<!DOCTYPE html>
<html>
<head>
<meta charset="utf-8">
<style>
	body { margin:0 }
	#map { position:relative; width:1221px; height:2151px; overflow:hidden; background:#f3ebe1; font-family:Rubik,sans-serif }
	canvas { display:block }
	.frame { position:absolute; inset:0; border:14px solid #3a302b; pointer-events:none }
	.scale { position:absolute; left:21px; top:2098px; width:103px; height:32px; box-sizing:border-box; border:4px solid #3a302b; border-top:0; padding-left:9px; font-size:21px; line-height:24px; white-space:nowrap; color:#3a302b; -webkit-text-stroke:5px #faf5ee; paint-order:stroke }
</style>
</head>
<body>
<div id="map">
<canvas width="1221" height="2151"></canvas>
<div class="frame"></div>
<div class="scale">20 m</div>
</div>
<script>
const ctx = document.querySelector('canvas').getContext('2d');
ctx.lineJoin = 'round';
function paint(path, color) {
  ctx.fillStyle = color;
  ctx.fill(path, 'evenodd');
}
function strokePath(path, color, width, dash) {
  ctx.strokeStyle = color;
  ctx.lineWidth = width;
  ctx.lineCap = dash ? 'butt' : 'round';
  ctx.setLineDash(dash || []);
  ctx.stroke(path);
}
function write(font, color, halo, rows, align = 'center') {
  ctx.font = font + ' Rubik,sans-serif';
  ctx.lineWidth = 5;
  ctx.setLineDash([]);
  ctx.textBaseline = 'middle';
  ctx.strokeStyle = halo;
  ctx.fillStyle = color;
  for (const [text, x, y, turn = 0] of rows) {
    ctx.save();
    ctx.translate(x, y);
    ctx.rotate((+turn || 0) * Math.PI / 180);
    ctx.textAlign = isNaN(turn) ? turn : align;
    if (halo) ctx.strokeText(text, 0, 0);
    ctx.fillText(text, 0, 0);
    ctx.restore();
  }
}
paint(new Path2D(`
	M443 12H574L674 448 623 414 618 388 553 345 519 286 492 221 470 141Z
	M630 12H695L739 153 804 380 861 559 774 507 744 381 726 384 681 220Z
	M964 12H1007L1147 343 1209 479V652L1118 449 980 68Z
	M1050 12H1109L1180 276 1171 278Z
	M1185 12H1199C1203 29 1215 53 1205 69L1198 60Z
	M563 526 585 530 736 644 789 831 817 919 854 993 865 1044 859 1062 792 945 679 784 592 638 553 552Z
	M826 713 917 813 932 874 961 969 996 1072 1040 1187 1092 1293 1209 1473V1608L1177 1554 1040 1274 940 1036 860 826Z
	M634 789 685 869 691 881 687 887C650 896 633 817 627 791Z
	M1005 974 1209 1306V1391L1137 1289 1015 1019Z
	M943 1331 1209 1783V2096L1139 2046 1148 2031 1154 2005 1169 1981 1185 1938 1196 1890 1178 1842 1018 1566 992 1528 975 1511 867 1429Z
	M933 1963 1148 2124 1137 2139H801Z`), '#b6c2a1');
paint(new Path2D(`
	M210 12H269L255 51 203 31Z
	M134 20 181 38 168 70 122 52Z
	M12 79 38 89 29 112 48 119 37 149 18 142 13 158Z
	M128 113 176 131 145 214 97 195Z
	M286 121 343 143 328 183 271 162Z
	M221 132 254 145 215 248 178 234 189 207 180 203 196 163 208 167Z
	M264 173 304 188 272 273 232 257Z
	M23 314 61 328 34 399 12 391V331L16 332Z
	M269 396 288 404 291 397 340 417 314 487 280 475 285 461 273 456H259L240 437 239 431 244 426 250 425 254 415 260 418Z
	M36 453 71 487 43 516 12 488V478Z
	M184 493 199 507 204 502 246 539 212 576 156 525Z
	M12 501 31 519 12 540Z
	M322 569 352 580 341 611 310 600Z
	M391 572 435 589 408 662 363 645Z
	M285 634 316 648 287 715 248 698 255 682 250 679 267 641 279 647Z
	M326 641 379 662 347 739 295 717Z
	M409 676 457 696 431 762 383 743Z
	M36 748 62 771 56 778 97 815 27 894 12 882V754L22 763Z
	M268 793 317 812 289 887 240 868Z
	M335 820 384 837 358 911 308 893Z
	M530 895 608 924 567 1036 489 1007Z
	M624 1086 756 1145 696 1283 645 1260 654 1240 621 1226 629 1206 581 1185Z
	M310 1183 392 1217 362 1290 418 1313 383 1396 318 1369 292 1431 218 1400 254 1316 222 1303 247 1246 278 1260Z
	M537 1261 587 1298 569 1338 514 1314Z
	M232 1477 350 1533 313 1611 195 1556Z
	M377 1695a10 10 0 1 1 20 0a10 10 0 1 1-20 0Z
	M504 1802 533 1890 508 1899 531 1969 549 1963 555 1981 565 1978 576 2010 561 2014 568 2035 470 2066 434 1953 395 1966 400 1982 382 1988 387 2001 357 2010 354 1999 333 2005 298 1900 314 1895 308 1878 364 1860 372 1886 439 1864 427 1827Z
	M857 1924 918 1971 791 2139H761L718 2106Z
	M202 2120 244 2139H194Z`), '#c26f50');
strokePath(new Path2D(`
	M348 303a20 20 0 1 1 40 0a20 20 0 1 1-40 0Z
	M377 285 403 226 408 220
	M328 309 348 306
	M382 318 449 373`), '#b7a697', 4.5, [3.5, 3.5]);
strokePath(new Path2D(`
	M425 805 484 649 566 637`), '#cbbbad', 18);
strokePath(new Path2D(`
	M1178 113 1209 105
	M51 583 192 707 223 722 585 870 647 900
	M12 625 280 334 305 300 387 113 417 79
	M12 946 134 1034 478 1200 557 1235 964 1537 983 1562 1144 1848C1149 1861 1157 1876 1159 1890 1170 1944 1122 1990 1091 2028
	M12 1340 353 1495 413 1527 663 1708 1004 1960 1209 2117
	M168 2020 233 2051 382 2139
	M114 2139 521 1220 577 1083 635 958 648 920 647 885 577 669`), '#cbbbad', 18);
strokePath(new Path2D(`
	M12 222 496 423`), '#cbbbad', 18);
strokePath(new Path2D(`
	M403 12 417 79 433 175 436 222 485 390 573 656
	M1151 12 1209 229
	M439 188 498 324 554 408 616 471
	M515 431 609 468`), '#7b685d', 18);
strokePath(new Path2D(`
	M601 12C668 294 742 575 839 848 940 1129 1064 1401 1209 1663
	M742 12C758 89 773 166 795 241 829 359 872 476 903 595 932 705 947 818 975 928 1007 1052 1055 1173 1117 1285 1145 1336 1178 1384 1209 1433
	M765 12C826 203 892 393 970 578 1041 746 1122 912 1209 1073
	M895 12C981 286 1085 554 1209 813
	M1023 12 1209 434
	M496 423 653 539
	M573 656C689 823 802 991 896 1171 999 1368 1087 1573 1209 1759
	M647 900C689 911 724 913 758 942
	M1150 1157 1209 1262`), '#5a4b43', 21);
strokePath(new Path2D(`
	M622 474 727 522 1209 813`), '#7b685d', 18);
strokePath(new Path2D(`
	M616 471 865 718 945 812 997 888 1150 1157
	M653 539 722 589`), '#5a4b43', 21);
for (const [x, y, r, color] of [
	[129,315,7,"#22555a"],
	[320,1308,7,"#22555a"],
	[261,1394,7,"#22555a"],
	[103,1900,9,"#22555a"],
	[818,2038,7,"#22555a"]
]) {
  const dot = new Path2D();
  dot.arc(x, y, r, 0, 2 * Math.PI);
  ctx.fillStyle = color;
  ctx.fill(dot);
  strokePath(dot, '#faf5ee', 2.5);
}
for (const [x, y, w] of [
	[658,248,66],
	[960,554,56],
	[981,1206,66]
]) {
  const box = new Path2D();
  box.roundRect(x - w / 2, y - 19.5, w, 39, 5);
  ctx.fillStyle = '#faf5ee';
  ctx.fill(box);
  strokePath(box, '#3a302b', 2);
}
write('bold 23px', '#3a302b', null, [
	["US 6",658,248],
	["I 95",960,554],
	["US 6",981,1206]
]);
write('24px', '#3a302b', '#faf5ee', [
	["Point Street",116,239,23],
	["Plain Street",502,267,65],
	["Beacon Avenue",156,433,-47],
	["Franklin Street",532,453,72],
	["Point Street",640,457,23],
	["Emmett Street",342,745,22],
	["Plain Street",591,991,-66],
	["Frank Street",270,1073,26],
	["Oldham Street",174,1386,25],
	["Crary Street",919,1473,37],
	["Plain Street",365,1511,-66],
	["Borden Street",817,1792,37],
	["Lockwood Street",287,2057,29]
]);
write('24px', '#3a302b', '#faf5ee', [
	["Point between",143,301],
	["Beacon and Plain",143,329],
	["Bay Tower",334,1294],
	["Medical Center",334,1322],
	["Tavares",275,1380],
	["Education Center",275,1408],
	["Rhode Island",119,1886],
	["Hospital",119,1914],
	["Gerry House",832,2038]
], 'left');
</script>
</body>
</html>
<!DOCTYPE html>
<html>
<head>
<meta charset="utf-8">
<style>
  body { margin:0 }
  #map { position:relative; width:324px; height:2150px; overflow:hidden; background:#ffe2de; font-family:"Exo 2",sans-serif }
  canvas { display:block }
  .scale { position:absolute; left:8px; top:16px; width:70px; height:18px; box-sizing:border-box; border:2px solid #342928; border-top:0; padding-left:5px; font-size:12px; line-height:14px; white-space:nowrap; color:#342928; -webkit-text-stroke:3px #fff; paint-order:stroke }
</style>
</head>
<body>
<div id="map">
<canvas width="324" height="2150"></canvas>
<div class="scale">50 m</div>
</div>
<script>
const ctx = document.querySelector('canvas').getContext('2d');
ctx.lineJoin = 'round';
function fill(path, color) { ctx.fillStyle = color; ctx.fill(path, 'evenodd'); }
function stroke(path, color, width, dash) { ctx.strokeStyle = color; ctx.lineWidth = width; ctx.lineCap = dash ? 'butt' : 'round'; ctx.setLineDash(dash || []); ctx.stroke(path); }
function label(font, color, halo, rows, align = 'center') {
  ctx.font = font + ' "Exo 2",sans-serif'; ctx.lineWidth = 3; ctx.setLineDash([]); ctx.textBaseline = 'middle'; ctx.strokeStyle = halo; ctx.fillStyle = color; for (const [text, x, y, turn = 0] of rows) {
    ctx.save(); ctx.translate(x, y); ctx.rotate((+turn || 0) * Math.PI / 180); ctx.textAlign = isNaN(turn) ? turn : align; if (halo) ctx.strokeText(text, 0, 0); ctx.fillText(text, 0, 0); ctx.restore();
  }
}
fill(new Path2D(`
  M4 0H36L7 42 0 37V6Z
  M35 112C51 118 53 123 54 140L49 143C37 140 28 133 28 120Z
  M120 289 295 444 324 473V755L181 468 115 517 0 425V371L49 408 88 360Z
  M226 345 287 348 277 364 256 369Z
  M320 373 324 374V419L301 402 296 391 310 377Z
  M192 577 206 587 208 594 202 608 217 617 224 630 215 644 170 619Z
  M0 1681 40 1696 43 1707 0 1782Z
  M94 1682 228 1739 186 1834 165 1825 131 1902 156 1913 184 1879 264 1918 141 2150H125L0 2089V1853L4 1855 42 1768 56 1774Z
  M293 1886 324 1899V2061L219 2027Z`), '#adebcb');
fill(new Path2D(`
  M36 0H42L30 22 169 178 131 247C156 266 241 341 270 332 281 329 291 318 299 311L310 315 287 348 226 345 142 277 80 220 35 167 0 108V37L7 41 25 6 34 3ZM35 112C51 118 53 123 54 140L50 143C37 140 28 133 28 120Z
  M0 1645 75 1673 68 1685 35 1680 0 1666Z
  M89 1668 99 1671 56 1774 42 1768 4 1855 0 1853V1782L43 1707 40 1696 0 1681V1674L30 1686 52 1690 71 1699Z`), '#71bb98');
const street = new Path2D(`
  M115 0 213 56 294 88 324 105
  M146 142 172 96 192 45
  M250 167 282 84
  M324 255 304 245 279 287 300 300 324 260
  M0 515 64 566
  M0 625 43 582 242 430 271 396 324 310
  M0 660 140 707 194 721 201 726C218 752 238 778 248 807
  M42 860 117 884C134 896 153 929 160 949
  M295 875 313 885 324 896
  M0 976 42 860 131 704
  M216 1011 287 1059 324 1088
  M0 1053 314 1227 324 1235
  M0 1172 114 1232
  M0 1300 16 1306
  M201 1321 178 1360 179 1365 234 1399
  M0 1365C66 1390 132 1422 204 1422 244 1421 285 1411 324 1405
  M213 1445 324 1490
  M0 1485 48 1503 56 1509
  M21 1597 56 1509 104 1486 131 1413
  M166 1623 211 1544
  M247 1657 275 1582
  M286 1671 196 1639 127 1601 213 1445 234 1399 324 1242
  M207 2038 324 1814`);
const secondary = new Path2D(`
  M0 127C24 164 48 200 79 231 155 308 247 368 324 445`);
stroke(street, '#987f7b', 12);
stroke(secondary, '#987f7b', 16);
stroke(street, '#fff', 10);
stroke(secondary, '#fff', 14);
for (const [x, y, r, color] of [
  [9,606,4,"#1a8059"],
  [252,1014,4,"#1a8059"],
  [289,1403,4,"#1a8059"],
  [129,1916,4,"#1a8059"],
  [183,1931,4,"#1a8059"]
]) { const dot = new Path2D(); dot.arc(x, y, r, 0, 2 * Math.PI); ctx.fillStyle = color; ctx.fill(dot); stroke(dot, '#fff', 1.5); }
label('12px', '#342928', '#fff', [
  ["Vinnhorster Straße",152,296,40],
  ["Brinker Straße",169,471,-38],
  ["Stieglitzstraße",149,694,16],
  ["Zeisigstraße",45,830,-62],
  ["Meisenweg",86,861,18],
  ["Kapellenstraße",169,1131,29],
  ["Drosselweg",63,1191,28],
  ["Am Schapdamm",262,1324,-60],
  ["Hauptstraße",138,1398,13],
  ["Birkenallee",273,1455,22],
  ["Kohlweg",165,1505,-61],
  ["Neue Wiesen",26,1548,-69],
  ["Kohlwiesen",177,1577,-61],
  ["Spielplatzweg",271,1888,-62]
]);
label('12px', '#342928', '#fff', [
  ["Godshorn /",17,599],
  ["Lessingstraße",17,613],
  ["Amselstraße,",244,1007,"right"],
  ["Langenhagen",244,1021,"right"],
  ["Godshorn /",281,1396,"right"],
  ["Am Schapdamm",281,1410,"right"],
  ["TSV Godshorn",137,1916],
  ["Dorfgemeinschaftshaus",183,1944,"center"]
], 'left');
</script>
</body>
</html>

* * * * * * *

**EXERCISE BRIEF**
Beginning with the first line of the records above, reproduce each line exactly, ending at the line that contains "M1050 12H1109L1180 276 1171 278Z", and leave out everything else.

**RESULT OF THE TASK**
<!DOCTYPE html>
<html>
<head>
<meta charset="utf-8">
<style>
	body { margin:0 }
	#map { position:relative; width:1221px; height:2151px; overflow:hidden; background:#f3ebe1; font-family:Rubik,sans-serif }
	canvas { display:block }
	.frame { position:absolute; inset:0; border:14px solid #3a302b; pointer-events:none }
	.scale { position:absolute; left:21px; top:2098px; width:103px; height:32px; box-sizing:border-box; border:4px solid #3a302b; border-top:0; padding-left:9px; font-size:21px; line-height:24px; white-space:nowrap; color:#3a302b; -webkit-text-stroke:5px #faf5ee; paint-order:stroke }
</style>
</head>
<body>
<div id="map">
<canvas width="1221" height="2151"></canvas>
<div class="frame"></div>
<div class="scale">20 m</div>
</div>
<script>
const ctx = document.querySelector('canvas').getContext('2d');
ctx.lineJoin = 'round';
function paint(path, color) {
  ctx.fillStyle = color;
  ctx.fill(path, 'evenodd');
}
function strokePath(path, color, width, dash) {
  ctx.strokeStyle = color;
  ctx.lineWidth = width;
  ctx.lineCap = dash ? 'butt' : 'round';
  ctx.setLineDash(dash || []);
  ctx.stroke(path);
}
function write(font, color, halo, rows, align = 'center') {
  ctx.font = font + ' Rubik,sans-serif';
  ctx.lineWidth = 5;
  ctx.setLineDash([]);
  ctx.textBaseline = 'middle';
  ctx.strokeStyle = halo;
  ctx.fillStyle = color;
  for (const [text, x, y, turn = 0] of rows) {
    ctx.save();
    ctx.translate(x, y);
    ctx.rotate((+turn || 0) * Math.PI / 180);
    ctx.textAlign = isNaN(turn) ? turn : align;
    if (halo) ctx.strokeText(text, 0, 0);
    ctx.fillText(text, 0, 0);
    ctx.restore();
  }
}
paint(new Path2D(`
	M443 12H574L674 448 623 414 618 388 553 345 519 286 492 221 470 141Z
	M630 12H695L739 153 804 380 861 559 774 507 744 381 726 384 681 220Z
	M964 12H1007L1147 343 1209 479V652L1118 449 980 68Z
	M1050 12H1109L1180 276 1171 278Z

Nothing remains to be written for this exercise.